**HOW TO COMPLETE THIS TASK**
Would you find each line in the entries below with the string "Lane" and copy it?

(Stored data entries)
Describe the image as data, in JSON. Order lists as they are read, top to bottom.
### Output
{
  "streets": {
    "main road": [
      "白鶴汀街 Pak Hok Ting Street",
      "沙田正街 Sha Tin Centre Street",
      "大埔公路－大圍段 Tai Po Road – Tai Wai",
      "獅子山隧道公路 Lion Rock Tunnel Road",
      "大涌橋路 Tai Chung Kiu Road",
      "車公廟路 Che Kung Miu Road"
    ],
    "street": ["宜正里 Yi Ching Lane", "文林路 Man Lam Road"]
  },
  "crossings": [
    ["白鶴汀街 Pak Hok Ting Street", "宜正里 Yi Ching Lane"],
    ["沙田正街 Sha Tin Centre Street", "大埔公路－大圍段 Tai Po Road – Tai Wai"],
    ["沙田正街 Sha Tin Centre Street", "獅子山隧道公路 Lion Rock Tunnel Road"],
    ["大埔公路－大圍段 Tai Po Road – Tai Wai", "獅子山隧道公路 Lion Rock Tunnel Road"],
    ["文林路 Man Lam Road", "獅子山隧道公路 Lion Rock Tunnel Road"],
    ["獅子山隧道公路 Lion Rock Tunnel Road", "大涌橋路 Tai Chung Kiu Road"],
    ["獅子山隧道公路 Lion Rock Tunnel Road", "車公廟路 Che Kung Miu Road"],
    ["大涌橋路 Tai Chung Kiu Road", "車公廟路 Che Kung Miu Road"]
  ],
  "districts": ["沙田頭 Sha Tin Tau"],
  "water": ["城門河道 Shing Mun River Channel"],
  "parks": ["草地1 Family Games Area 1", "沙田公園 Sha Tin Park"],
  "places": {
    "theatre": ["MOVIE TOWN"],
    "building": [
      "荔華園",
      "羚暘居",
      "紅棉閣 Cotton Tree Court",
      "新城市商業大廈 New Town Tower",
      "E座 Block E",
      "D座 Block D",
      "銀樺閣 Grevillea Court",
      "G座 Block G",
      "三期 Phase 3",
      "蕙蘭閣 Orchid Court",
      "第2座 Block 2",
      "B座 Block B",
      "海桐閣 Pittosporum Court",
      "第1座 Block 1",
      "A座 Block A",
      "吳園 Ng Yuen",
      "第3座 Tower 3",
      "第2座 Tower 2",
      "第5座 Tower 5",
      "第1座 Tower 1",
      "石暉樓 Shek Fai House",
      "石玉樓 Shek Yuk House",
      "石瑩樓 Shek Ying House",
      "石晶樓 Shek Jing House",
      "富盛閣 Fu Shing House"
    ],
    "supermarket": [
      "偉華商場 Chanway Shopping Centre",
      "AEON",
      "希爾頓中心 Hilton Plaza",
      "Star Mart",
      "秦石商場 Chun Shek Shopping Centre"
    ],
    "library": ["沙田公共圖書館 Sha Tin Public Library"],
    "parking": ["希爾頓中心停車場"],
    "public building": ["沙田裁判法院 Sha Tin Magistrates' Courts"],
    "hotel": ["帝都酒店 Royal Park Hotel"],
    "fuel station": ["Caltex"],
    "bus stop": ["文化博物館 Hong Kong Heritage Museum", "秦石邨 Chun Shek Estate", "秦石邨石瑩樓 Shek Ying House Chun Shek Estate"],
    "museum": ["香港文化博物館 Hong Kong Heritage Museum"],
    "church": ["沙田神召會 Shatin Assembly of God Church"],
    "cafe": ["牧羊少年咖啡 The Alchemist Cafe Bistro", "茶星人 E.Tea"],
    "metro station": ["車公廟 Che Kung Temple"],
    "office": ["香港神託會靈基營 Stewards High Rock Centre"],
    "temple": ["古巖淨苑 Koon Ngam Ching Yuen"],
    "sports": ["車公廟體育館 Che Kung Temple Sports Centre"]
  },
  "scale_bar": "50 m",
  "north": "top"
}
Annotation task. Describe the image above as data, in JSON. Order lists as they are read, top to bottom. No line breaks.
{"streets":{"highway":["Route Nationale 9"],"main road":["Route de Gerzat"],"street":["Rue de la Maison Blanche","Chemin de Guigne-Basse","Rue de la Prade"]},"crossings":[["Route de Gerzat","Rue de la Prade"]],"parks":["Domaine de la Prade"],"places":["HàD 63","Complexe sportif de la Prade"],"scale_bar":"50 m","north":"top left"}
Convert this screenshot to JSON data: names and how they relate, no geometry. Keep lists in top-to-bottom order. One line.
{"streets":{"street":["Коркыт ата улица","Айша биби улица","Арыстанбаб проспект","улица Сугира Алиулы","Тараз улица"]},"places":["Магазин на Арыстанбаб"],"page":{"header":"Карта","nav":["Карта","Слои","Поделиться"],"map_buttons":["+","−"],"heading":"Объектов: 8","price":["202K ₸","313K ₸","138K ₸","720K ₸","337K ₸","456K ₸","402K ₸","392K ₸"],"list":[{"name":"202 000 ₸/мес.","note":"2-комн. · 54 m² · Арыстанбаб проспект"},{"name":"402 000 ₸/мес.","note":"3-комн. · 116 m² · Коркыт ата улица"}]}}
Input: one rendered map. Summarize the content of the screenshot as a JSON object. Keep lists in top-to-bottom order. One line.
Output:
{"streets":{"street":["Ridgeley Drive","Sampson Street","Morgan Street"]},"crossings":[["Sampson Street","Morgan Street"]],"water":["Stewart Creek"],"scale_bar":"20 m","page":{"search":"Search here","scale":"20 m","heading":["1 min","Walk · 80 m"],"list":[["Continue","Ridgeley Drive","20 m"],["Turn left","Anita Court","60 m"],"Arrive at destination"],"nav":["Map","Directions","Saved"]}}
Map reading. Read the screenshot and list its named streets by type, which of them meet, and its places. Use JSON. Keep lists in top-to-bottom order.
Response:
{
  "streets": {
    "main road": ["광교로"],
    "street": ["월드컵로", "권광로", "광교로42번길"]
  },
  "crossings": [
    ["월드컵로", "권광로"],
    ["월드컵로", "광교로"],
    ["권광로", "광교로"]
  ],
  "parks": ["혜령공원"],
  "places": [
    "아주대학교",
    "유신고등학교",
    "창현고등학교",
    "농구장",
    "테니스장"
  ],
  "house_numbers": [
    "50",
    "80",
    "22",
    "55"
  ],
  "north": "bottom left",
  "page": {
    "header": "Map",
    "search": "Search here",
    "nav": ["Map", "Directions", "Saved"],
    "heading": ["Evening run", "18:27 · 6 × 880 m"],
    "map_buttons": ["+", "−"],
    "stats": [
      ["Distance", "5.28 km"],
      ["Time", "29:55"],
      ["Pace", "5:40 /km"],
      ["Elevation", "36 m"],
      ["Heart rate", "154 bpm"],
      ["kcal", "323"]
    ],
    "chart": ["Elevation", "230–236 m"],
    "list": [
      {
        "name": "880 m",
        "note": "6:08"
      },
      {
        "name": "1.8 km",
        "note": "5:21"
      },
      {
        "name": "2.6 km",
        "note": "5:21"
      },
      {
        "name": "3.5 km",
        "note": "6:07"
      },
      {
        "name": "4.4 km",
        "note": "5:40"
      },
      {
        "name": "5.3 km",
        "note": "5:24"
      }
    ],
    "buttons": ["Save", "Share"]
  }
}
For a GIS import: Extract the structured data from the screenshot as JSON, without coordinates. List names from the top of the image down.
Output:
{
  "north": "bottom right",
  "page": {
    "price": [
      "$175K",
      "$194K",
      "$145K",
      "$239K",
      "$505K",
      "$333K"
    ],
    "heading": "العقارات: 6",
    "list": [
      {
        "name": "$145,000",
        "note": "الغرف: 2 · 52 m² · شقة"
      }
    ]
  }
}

**ANSWER FOR THE TASK**
    "street": ["宜正里 Yi Ching Lane", "文林路 Man Lam Road"]
    ["白鶴汀街 Pak Hok Ting Street", "宜正里 Yi Ching Lane"],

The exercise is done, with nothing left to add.